Workingmen in Dunedin began organising themselves into unions, a Trades and Labour Council emerged, and by 1890 it was estimated that there were around 10,000 union members in the city. Following a strike by the coal miners at Shag Point in 1890, resolved in favour of the strikers on 14 June, the police began harassing the Otago Workman, at one stage occupying the office. Lister was charged and successfully prosecuted for "publishing a certain paper to which the name and abode was not attached". In the same year, New Zealand workers got involved in the Maritime Strike which Lister described as a battle between "Capital and Labour" with the action of the workers evidence of a growing world-wide social discontent that, when mobilised, would generate "brotherhood, cooperation, and socialism". With the release of the 1890 report of the investigation into the sweating scandal, Lister strongly supported trade unionism and for labour to get organised politically.
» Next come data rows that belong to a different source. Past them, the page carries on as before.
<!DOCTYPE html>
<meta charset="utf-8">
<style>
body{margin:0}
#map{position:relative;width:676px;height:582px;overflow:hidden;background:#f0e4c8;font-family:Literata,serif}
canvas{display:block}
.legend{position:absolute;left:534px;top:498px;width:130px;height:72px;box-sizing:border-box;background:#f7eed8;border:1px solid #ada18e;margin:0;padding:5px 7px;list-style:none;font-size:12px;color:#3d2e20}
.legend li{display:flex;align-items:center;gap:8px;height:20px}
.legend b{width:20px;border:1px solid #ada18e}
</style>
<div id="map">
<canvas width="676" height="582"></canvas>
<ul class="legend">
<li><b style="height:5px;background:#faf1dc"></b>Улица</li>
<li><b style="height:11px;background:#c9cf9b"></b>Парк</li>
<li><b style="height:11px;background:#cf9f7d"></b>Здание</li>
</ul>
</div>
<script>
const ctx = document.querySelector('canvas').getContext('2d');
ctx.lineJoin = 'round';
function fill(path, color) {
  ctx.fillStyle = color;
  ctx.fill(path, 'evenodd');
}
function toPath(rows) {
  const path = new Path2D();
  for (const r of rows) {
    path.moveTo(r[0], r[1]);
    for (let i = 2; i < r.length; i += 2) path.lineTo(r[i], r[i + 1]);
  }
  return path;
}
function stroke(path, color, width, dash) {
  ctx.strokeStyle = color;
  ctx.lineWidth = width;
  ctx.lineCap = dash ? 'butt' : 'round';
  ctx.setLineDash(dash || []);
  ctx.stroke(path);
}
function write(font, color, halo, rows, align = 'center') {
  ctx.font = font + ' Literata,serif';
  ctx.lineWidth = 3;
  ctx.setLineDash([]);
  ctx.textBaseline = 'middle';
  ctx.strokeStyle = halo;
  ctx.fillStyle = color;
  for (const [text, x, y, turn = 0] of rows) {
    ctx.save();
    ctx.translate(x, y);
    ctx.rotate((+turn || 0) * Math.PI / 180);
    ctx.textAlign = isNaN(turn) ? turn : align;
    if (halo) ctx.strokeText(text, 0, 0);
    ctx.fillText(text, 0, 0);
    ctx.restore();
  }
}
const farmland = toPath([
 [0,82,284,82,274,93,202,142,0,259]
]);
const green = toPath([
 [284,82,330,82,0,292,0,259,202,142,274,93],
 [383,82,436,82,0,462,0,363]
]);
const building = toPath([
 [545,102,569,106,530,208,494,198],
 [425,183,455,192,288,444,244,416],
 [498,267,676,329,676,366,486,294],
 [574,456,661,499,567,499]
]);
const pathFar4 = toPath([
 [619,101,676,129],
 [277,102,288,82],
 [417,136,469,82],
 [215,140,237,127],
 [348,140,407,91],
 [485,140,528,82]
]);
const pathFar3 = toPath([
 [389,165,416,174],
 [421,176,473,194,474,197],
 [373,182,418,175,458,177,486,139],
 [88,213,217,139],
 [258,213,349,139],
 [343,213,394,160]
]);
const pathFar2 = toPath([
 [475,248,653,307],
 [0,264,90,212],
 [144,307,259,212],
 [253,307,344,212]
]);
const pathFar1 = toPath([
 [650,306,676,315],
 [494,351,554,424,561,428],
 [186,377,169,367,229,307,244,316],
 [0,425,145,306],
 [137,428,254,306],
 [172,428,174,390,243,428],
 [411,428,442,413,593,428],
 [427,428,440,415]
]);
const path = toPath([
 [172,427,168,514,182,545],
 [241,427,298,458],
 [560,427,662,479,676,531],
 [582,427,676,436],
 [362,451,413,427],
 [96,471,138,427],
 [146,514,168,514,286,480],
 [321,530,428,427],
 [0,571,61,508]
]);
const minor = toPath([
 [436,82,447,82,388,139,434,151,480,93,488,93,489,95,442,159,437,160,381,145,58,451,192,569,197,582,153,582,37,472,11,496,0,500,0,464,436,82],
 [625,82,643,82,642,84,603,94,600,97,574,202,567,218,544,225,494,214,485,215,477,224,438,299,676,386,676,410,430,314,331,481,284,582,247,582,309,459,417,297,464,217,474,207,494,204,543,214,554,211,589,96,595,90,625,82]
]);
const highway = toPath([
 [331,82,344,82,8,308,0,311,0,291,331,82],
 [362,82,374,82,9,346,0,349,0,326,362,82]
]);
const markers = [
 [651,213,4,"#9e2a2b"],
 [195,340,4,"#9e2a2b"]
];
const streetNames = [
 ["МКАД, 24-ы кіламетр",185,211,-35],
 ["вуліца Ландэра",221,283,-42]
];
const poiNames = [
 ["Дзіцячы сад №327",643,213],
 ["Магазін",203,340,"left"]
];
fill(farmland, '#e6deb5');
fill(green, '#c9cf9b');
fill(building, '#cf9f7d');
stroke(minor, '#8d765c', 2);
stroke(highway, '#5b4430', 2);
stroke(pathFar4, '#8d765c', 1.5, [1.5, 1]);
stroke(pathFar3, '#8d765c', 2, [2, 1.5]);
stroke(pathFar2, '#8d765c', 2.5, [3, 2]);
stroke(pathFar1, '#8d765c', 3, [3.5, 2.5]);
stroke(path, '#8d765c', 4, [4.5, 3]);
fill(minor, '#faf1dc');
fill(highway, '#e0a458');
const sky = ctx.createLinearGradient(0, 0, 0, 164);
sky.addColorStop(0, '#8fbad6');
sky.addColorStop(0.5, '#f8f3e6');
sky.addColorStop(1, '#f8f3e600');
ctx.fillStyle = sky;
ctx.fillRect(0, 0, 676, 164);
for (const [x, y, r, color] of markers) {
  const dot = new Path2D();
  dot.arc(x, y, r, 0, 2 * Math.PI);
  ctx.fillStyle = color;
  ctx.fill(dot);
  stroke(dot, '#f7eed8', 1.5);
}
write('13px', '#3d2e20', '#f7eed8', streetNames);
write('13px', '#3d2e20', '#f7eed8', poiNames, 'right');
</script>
By the time of the 1890 New Zealand general election the workers involved in unions in Dunedin were very influential in selecting candidates likely to be sympathetic to meeting their needs. While Lister was supportive of this development, he had a falling out with the Workmen's Political Committee when, along with some unions, they advocated for banning alcohol from their election meetings and promoted temperance and calls for women's sufferage - two positions that Lister was vehemently opposed to. In 1883 the Otago Workman urged that the labour politicians be defeated, but by 1896 with the bottom line of aiding the worker and providing fair wages, he had come to terms with the need for a political party and supported the Liberal Government.

Later life and legacy

In 1899 one of his sons took over the paper which had been renamed the Otago Liberal and carried much less political comment. Although retired from the business, Lister maintained a high public profile on The Flat in South Dunedin until he died on 29 November 1913, twelve years after losing his wife.
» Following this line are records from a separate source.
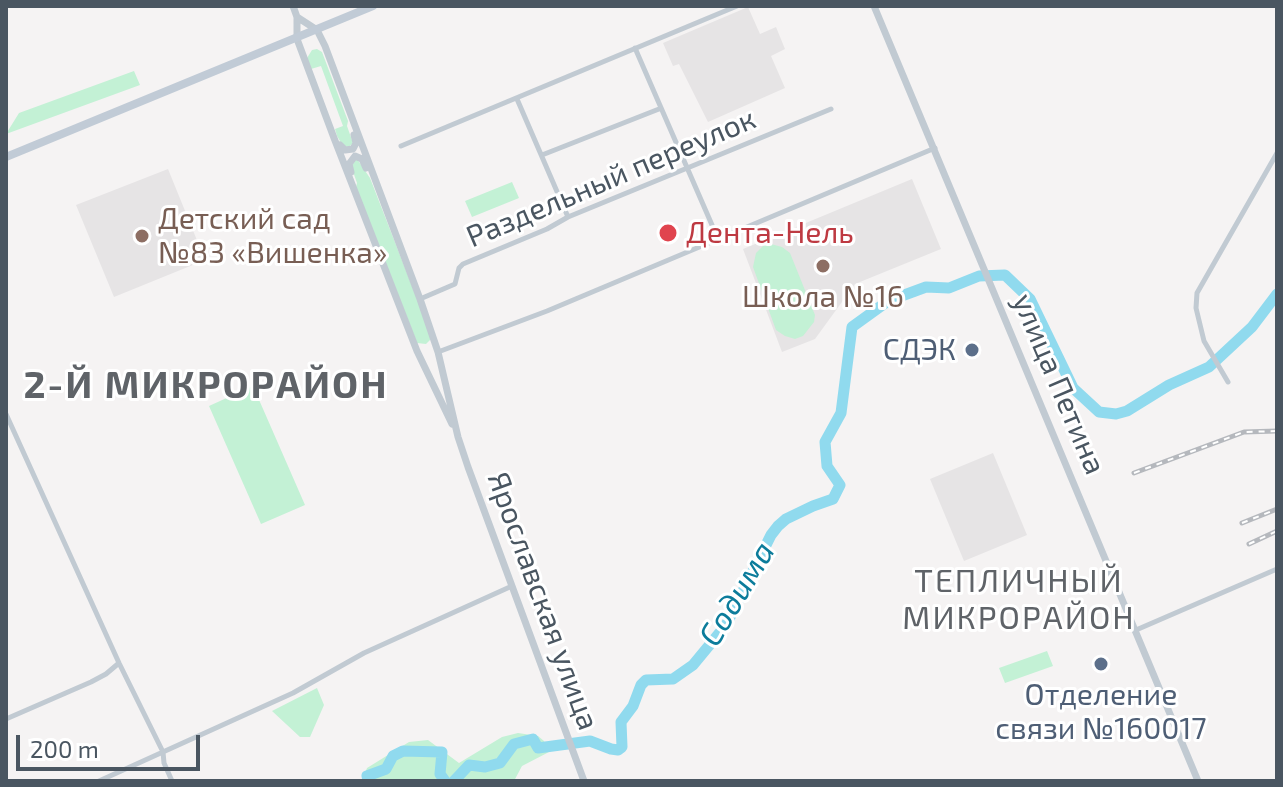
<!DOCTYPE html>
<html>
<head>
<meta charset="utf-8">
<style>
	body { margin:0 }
	#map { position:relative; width:1283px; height:787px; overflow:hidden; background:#f5f3f3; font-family:"Exo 2",sans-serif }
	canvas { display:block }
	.frame { position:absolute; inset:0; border:8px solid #4a5661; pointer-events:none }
	.scale { position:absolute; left:16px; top:735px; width:184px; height:36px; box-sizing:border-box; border:4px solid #4a5661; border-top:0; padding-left:10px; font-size:24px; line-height:28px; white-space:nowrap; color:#4a5661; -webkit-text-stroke:6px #fff; paint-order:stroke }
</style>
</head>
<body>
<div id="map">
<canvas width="1283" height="787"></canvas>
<div class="frame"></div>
<div class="scale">200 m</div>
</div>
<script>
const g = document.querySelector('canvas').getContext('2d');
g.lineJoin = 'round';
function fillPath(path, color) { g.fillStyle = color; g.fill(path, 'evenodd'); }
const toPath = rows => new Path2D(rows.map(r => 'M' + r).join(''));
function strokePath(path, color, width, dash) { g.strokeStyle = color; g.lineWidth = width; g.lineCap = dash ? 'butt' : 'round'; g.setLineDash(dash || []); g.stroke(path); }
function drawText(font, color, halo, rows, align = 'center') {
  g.font = font + ' "Exo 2",sans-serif'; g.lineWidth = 6; g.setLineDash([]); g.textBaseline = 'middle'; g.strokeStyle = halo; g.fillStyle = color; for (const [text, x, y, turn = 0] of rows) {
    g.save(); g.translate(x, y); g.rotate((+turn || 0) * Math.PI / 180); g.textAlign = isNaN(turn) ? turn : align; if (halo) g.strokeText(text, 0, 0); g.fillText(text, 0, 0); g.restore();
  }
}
fillPath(toPath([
	[748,7,760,34,776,27,785,49,771,56,785,88,708,122,679,64,673,66,663,43],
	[168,169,205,260,114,297,76,205],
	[912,179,941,249,855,284,815,339,782,352,743,249],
	[993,453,1027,535,964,561,930,479]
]), '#e6e4e5');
fillPath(toPath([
	[317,49,322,52,348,121,347,126,353,143,349,147,343,146,337,136,335,129,343,126,321,66,311,69,307,58,312,50],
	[134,71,140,85,6,134,19,113],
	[357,159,370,178,431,335,430,340,426,344,417,343,356,187,357,183,351,166],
	[512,182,519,198,472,217,465,201],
	[771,244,782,247,790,253,815,315,814,322,803,336,795,339,785,336,776,330,753,267,756,253,763,246],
	[253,386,305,505,261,524,209,406],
	[1047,651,1053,666,1005,683,999,668],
	[317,688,324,705,310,737,300,737,272,711],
	[518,733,538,736,544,741,549,752,522,766,514,781,362,781,367,768,409,742,428,740,459,763,502,737]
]), '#c3f1d5');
strokePath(toPath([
	[368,781,367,776,386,769,393,756,403,751,442,752,440,774,445,781],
	[454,781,469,765,485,767,500,763,514,744,533,739,538,748,590,741,611,749,618,750,622,747,621,722,633,706,641,685,646,680,673,679,693,665,726,625,771,535,778,526,786,519,813,506,833,499,840,485,827,466,825,442,841,413,852,327,888,301,926,287,949,288,979,276,1005,275,1030,299,1073,388,1099,412,1116,414,1127,411,1169,385,1209,367,1252,327,1277,294]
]), '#90daee', 11);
strokePath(toPath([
	[635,48,712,225],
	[517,99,568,217],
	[401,146,737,6],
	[542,155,659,109],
	[420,299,455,284,459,268,463,264,547,229,568,217,831,109],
	[438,352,547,311,935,148],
	[1228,382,1204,341,1196,308,1197,293,1277,153],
	[6,414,119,663,163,752,164,763,172,781],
	[1136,630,1277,569],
	[6,719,91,682,106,674,119,663],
	[99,781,293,693,364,653,512,586]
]), '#c1cad2', 5);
strokePath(toPath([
	[293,6,297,17,297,39,334,138,417,351,452,424],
	[874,6,1198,781],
	[297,17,317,30,325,46,420,299,438,352,458,437,468,467,584,781],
	[340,145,345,150,353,149,356,143,354,135],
	[351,172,349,164,355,156,362,159,366,168]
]), '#c1cad2', 7);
strokePath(toPath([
	[6,157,373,6]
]), '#c1cbd6', 8);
const rail = toPath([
	[1134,473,1244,432,1277,431],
	[1242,523,1277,509],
	[1249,544,1277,531]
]);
strokePath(rail, '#b5b8bd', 5);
strokePath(rail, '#fff', 2, [6]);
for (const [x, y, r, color] of [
	[668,233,10,"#e0444e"],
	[142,236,8,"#8d6e63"],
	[823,266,8,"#8d6e63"],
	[972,350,8,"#5c6f8a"],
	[1101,664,8,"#5c6f8a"]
]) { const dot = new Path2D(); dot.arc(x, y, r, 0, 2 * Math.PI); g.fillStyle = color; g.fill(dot); strokePath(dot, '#fff', 3); }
drawText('30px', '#4a5661', '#fff', [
	["Раздельный переулок",611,178,-23],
	["улица Петина",1059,384,67],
	["Ярославская улица",543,601,70]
]);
drawText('30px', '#785e54', '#fff', [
	["Детский сад",158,219],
	["№83 «Вишенка»",158,253],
	["Школа №16",823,297,"center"]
], 'left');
drawText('30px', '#be3a42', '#fff', [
	["Дента-Нель",686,233]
], 'left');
drawText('30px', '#4e5e75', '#fff', [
	["СДЭК",956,350],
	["Отделение",1101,695,"center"],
	["связи №160017",1101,729,"center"]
], 'right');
g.letterSpacing = '2px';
drawText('32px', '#5f6368', '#fff', [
	["ТЕПЛИЧНЫЙ",1019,581],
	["МИКРОРАЙОН",1019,618]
]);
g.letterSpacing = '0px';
drawText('italic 32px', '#0c7c9b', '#fff', [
	["Содима",737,594,-59]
]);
g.letterSpacing = '2px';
drawText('bold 38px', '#5f6368', '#fff', [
	["2-Й МИКРОРАЙОН",206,385]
]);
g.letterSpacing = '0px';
</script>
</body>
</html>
Through his writings in the Otago Workman Lister has been credited with not only identifying and promoting working-class values, but also in showing Dunedin workers how their issues related to wider colonial political events in the country, helping them to forge "an ideology involving political action". A paper analysing the impact of working class consciousness in New Zealand held that the views of Lister as editor of the Otago Workman were expressed in powerful language that showed workers that issues impacting them were often caused by capitalism and needed to be opposed collectively at the political level. To this end, he helped shape a sense of working-class identity and a platform for trade unions and the labour political party.